- Artist: David Wilkie
- Year: 1808
- Type: Oil on panel, genre painting
- Dimensions: 53.3 cm × 74.9 cm (21.0 in × 29.5 in)
- Location: Private collection;

= The Card Players (Wilkie) =

Painting by David Wilkie

The Card Players is an 1808 genre painting by the British artist David Wilkie. It features a group of figures playing card game in a room in a tavern or kitchen. Stylistically it draws inspiration from the classic genre scenes of the Dutch Old Masters. The young Scotsman Wilkie burst onto the London art world with his The Village Politicians in 1806. His genre paintings were popular and influential throughout the Regency era.

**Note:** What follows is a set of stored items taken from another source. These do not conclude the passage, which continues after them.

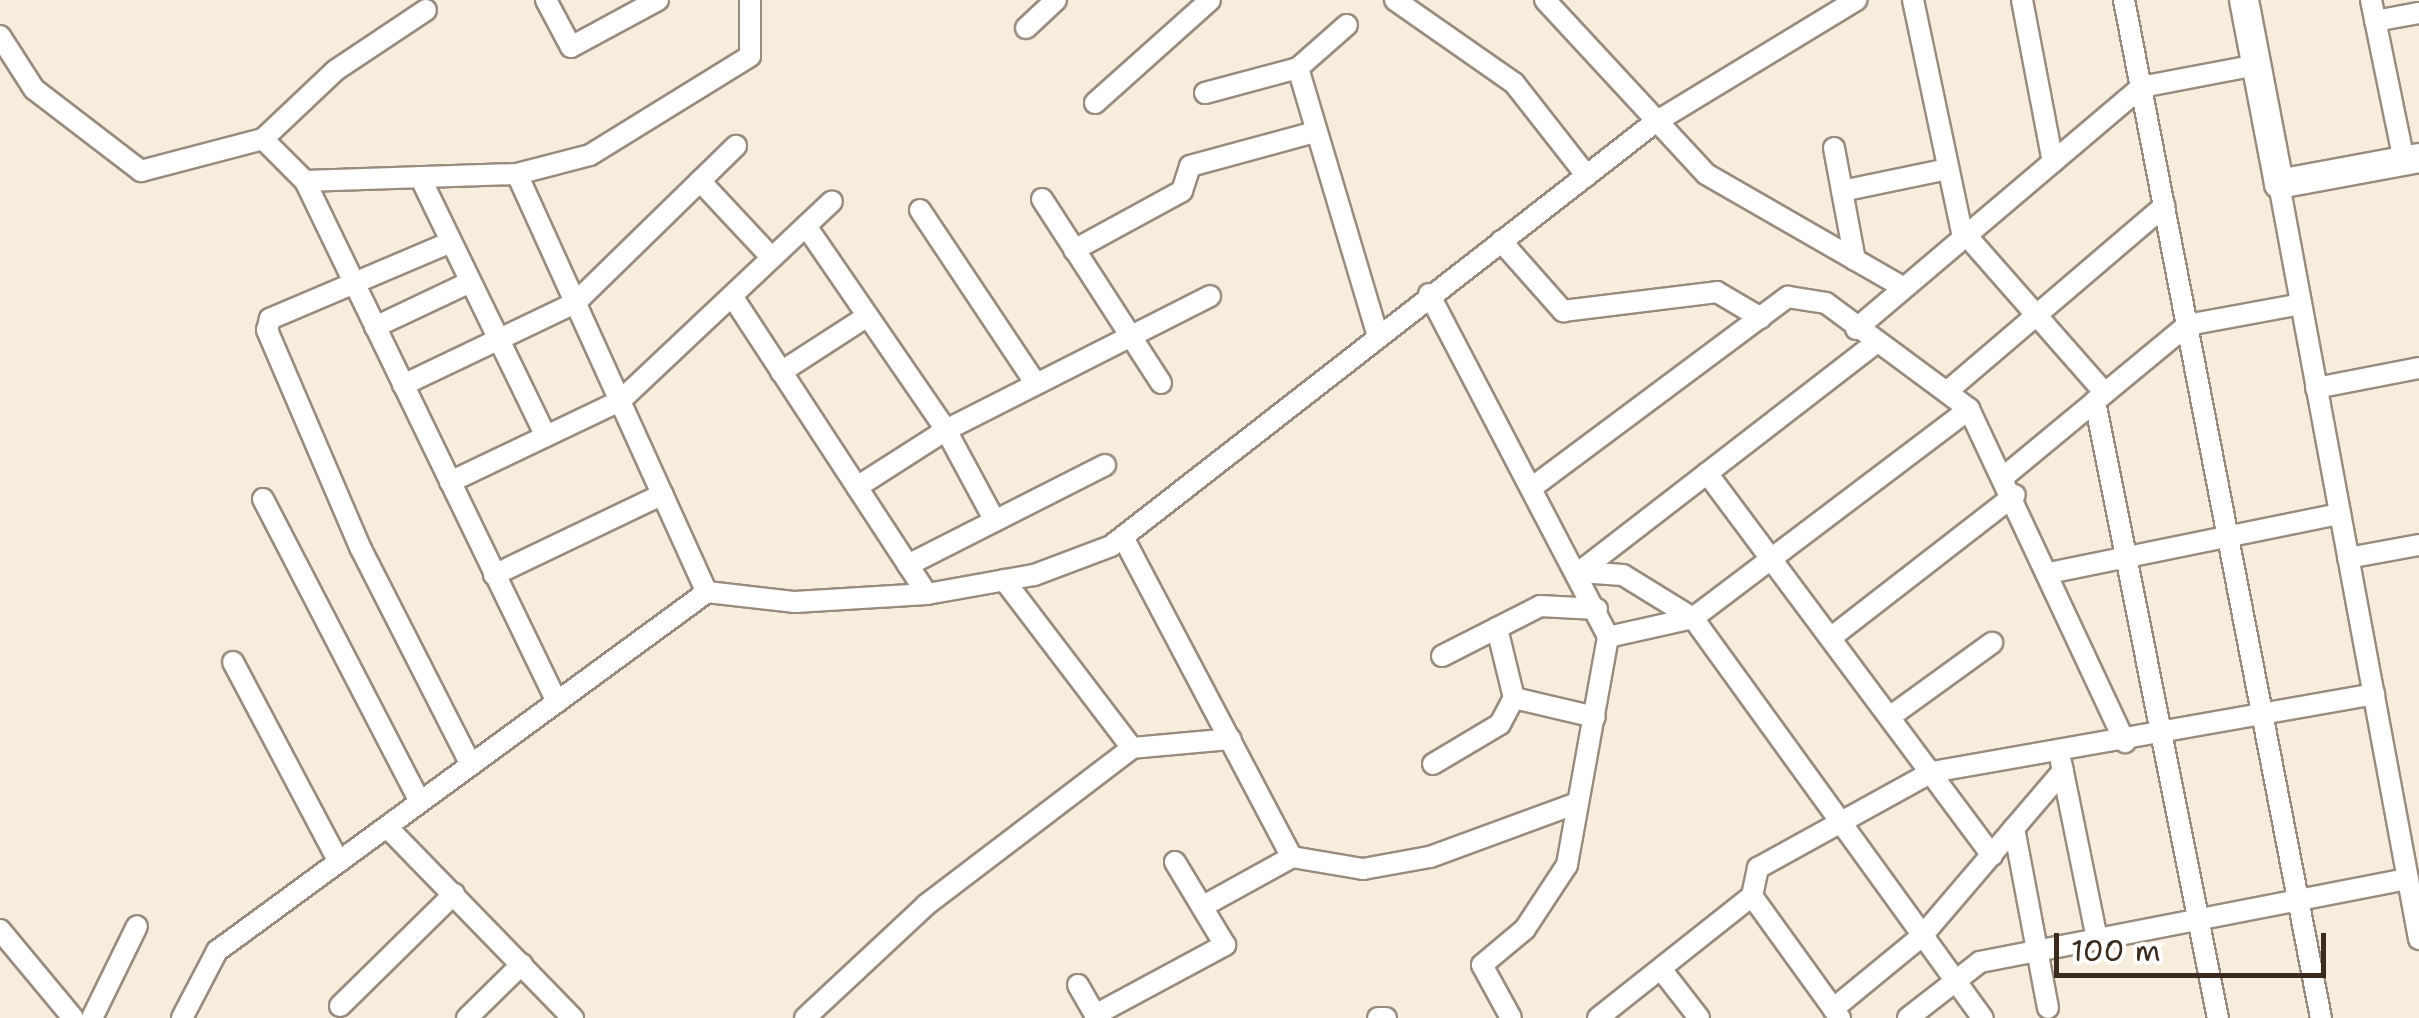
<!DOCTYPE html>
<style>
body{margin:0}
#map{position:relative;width:2419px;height:1018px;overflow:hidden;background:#f7eddd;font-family:"Shantell Sans",sans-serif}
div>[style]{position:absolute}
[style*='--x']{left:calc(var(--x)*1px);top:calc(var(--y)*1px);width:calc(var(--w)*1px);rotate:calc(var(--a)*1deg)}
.roads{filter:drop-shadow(2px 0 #998c7e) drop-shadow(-2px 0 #998c7e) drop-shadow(0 2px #998c7e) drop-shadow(0 -2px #998c7e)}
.minor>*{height:20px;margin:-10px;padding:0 10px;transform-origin:10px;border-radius:10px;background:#fff}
.tertiary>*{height:28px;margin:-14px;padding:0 14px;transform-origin:14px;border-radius:14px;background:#fff}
span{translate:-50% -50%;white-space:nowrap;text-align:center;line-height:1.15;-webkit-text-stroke:8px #fff;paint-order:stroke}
.scale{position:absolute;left:2054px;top:933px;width:272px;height:45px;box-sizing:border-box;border:5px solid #3b2a1e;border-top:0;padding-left:12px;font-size:30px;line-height:35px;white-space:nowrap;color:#3b2a1e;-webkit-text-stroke:8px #fff;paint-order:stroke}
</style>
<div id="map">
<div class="roads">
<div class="minor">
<i style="--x:546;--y:0;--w:53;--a:62"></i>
<i style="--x:571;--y:47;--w:99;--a:-28.4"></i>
<i style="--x:1395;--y:0;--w:145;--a:34.9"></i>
<i style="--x:1514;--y:83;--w:118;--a:51.9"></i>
<i style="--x:1545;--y:0;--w:237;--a:47.2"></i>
<i style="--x:1706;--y:174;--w:228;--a:29.9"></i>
<i style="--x:1913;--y:0;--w:243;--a:78.1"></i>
<i style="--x:2022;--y:0;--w:165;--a:79.2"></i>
<i style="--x:2124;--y:0;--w:1037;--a:79.05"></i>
<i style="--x:2371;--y:0;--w:164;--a:78.4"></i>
<i style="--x:2375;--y:21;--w:45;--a:-10.3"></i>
<i style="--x:1026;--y:28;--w:41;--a:-43"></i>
<i style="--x:0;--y:36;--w:63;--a:57.3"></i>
<i style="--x:34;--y:89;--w:135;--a:37.5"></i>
<i style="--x:141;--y:171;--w:126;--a:-14.7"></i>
<i style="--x:263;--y:139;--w:100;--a:-43.4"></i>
<i style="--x:336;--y:70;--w:108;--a:-33.7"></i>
<i style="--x:1298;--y:68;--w:277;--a:73.4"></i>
<i style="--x:1205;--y:93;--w:96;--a:-15"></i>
<i style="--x:1298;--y:68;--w:65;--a:-41.3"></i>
<i style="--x:1095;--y:103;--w:154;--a:-41.8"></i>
<i style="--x:263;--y:139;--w:59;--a:45"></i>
<i style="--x:305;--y:181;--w:579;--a:64.19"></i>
<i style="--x:1834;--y:148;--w:114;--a:79.4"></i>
<i style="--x:517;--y:174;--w:459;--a:65.6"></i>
<i style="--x:420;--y:177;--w:288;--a:64.1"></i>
<i style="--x:305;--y:181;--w:212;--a:-1.9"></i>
<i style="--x:517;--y:174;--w:75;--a:-14.6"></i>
<i style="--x:590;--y:155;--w:188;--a:-31.7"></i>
<i style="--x:750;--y:56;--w:56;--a:-90"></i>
<i style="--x:700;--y:181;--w:105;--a:46.9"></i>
<i style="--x:2279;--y:184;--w:768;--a:79.49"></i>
<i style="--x:1842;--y:191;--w:108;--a:-11.7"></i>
<i style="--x:1042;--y:199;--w:219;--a:57.1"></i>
<i style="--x:920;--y:210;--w:209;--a:56.3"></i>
<i style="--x:806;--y:226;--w:247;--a:55.5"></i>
<i style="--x:946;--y:430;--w:103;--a:61.7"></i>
<i style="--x:1966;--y:235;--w:210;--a:48.7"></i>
<i style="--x:1501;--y:241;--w:94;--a:48.5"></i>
<i style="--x:1563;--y:311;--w:155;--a:-7"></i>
<i style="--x:1717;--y:292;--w:51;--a:30.6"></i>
<i style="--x:451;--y:242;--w:197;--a:157"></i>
<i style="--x:270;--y:319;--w:11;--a:105"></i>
<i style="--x:267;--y:330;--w:238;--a:66.8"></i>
<i style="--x:361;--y:549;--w:242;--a:63"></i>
<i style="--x:1074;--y:250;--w:123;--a:-28.6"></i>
<i style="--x:1182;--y:191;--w:26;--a:-72"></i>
<i style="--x:1190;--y:166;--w:130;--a:-15.2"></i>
<i style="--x:1429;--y:294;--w:387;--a:62.4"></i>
<i style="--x:1608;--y:637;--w:232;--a:100.2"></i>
<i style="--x:1567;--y:865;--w:77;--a:123.3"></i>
<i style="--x:1525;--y:929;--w:56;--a:140.1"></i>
<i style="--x:1482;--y:965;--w:60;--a:61.3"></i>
<i style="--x:732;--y:296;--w:356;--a:56.8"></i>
<i style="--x:375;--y:327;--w:105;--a:-25.3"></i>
<i style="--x:1856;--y:329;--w:374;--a:-40.3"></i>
<i style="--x:2141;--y:87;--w:117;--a:-10.8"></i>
<i style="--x:1873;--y:345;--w:371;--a:142.3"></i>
<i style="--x:1579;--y:572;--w:44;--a:3.9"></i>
<i style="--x:1623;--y:575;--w:82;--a:31.6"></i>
<i style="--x:1693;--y:618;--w:494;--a:54.1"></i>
<i style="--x:781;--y:372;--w:101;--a:-32.9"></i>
<i style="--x:403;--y:385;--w:191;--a:-25.5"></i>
<i style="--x:575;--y:303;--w:225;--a:-44.3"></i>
<i style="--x:2316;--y:388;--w:105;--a:-11"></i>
<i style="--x:1950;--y:389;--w:282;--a:-40.5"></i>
<i style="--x:2095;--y:401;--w:629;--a:78.73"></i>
<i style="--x:1707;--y:473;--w:477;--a:53.3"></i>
<i style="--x:2006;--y:475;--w:235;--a:-39.6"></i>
<i style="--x:2187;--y:325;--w:116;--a:-10.4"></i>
<i style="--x:450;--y:482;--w:188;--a:-25.5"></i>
<i style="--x:620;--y:401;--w:291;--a:-43.3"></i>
<i style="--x:1534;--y:486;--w:317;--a:-36.7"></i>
<i style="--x:1788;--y:297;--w:38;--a:9"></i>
<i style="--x:1826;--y:303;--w:178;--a:36.5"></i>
<i style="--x:1969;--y:409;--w:368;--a:64.9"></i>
<i style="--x:857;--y:487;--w:106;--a:-32.6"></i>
<i style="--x:946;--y:430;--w:296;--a:-26.9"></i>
<i style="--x:263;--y:499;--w:341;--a:62.6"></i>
<i style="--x:1124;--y:539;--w:360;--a:62.2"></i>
<i style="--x:2348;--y:558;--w:72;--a:-10.4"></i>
<i style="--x:908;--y:565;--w:221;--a:-26.9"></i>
<i style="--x:2049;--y:573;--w:297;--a:-11.5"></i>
<i style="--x:494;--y:575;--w:187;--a:-25.6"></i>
<i style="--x:1004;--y:580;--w:211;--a:52.7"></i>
<i style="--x:1833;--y:636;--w:230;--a:-37.8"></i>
<i style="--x:1608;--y:637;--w:87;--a:-12.6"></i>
<i style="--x:1693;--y:618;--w:346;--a:-37.1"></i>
<i style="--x:1442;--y:656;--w:110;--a:-27"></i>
<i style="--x:1540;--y:606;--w:57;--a:3"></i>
<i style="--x:233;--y:662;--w:226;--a:62.1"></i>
<i style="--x:1514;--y:698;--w:83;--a:13.2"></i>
<i style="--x:1891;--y:716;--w:125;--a:-35.9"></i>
<i style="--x:2061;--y:762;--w:181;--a:78.5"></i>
<i style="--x:1433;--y:764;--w:78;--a:-30.8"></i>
<i style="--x:1500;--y:724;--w:30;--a:-62"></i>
<i style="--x:1514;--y:698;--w:72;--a:-103.7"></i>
<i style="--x:387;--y:827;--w:267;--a:45.8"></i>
<i style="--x:2014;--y:828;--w:183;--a:79.3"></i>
<i style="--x:1207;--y:904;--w:97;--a:-28.9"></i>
<i style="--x:1292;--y:857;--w:72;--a:9.6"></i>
<i style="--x:1363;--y:869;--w:68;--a:-10.2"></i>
<i style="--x:1430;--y:857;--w:157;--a:-20.2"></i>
<i style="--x:0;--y:930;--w:114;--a:50.3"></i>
<i style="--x:1661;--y:969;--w:62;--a:52.2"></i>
<i style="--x:1078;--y:985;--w:38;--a:60"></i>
<i style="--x:340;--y:1006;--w:160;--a:-44.5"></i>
<i style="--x:1833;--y:1009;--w:115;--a:-39.4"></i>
<i style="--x:1922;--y:936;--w:217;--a:-49.5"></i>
<i style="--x:1095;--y:1015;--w:148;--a:-28.3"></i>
<i style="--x:1225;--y:945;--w:97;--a:-121.1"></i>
<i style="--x:92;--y:1018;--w:102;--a:-63.9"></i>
<i style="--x:182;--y:1018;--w:76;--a:-62.4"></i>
<i style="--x:217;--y:951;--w:607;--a:-36.23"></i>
<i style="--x:707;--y:592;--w:89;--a:6.5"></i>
<i style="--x:795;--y:602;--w:132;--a:-3.5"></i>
<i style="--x:927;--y:594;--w:109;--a:-10.1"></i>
<i style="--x:1034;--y:575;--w:82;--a:-20.6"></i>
<i style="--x:1111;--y:546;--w:688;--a:-37.92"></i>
<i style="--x:1654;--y:123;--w:237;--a:-31.3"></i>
<i style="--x:467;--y:1018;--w:77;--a:-44.5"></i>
<i style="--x:805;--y:1018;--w:166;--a:-43"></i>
<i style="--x:926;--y:905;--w:259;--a:-37.3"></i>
<i style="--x:1132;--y:748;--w:99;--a:-5.2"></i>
<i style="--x:1378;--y:1018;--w:8;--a:0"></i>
<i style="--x:1598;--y:1018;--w:196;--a:-38.4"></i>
<i style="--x:1840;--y:1018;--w:150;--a:-125.8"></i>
<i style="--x:1752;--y:896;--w:29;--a:-78"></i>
<i style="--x:1758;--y:868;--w:199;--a:-28.9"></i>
<i style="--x:1932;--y:772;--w:449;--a:-10"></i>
<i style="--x:1908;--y:1018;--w:91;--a:-37.9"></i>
<i style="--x:1980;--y:962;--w:436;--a:-11"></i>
</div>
<div class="tertiary">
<i style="--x:2244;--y:0;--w:187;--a:79.2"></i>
<i style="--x:2279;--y:184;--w:142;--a:-10.5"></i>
</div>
</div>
<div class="scale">100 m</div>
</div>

The painting was displayed at the Royal Academy Exhibition of 1808 at Somerset House. The picture was hung close to J.M.W. Turner'S The Unpaid Bill regarded by critics as an attempt to take on Wilkie. His sole exhibit that year, it was very popular with audiences, who appreciated Wilkie's skill in producing what was almost a still life.

==Bibliography==
- Lübbren, Nina. Narrative Painting in Nineteenth-Century Europe. Manchester University Press, 2023.
- Newman, Gerald (ed.) Britain in the Hanoverian Age, 1714-1837; An Encyclopedia. Garland Publishing, 1998.
- Tromans, Nicholas. David Wilkie: The People's Painter. Edinburgh University Press, 2007.